How do u like it ?? enjoy !!! even if u have heard them before; nothing like refreshing the memory ! What say?

Letter to GOD USA ****

A little boy wanted $100.00 badly and prayed for two weeks but nothing happened. Then he decided to write GOD a letter requesting the $100.

When the postal authorities received the letter addressed to GOD USA, they decided to send it to President Clinton. The President was so impressed, touched, and amused that he instructed his secretary to send the little boy a $5.00 bill. President Clinton thought this would appear to be a lot of money to a little boy.

The little boy was delighted with the $5.00 and sat down to write a thank you note to GOD, which read:

Dear GOD,

Thank you very much for sending the money, however, I noticed that for some reason you had to send it through Washington D.C. and, as usual, those bastards deducted $95.00.
Two Brothers ***

There were two brothers, a seven-year-old and a four-year-old, who shared a room.

One day, the older brother and the younger brother agreed they were old enough to start cursing. "When we go downstairs," the older one instructed, "I'm gonna say 'hell' and you can say '***'."

The four-year-old agreed. They went downstairs and their mother asked, "What do want for breakfast?"

"Aw hell", the seven-year old said, "I'll just take some Cheerios."

The mother promptly slapped him and sent him to his room.

At this point, the four-year-old was getting intimidated, "And what do you want?" the mother asked.

"I don't know," the younger one said, "but you can bet your *** it's not going to be Cheerios."

Stupid Kid ***

A businessman was talking with his barber, when they both noticed a goofy-looking fellow bouncing down the sidewalk.

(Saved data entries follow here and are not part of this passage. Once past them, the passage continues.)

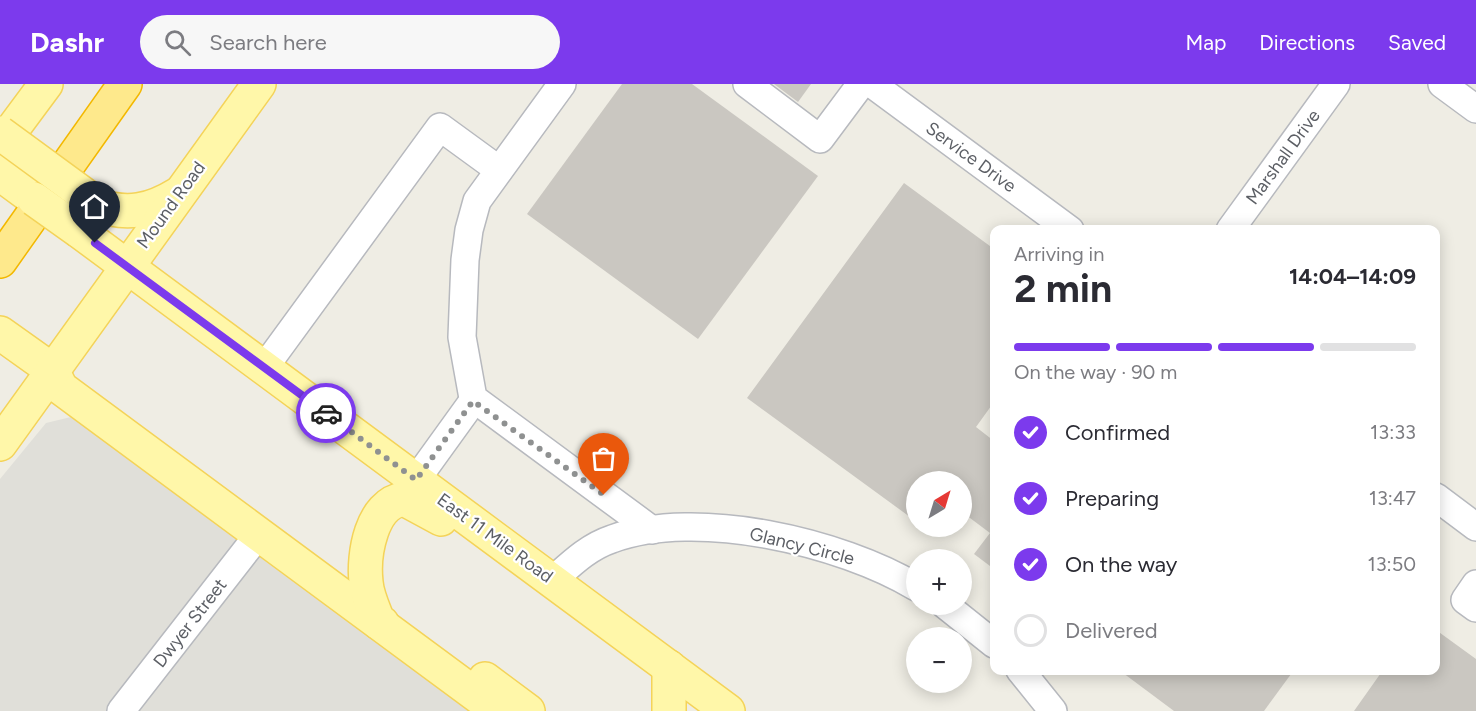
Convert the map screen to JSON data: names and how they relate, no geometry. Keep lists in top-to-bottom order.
{
  "streets": {
    "main road": ["Mound Road", "East 11 Mile Road"],
    "street": [
      "Service Drive",
      "Marshall Drive",
      "Glancy Circle",
      "Dwyer Street"
    ]
  },
  "crossings": [
    ["Mound Road", "East 11 Mile Road"],
    ["East 11 Mile Road", "Glancy Circle"]
  ],
  "north": "top right",
  "page": {
    "header": "Dashr",
    "search": "Search here",
    "nav": ["Map", "Directions", "Saved"],
    "heading": ["2 min", "Arriving in", "14:04–14:09"],
    "bar": "On the way · 90 m",
    "list": [
      ["Confirmed", "13:33"],
      ["Preparing", "13:47"],
      ["On the way", "13:50"],
      "Delivered"
    ],
    "map_buttons": ["+", "−"]
  }
}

The barber whispered, "That's Tommy, one of the stupidest kids you'll ever meet. Here, I'll show you."

"Hey Tommy! Come here!" yelled the barber. Tommy came bouncing over "Hi Mr. Williams!" The barber pulled out a rusty dime and a shiny quarter and told Tommy he could keep the one of his choice. Tommy looked long and hard at the dime and quarter and then quickly snapped the dime from the barber's hand. The barber looked at the businessman and said, "See, I told you."

After his haircut, the businessman caught up with Tommy and asked him why he chose the dime.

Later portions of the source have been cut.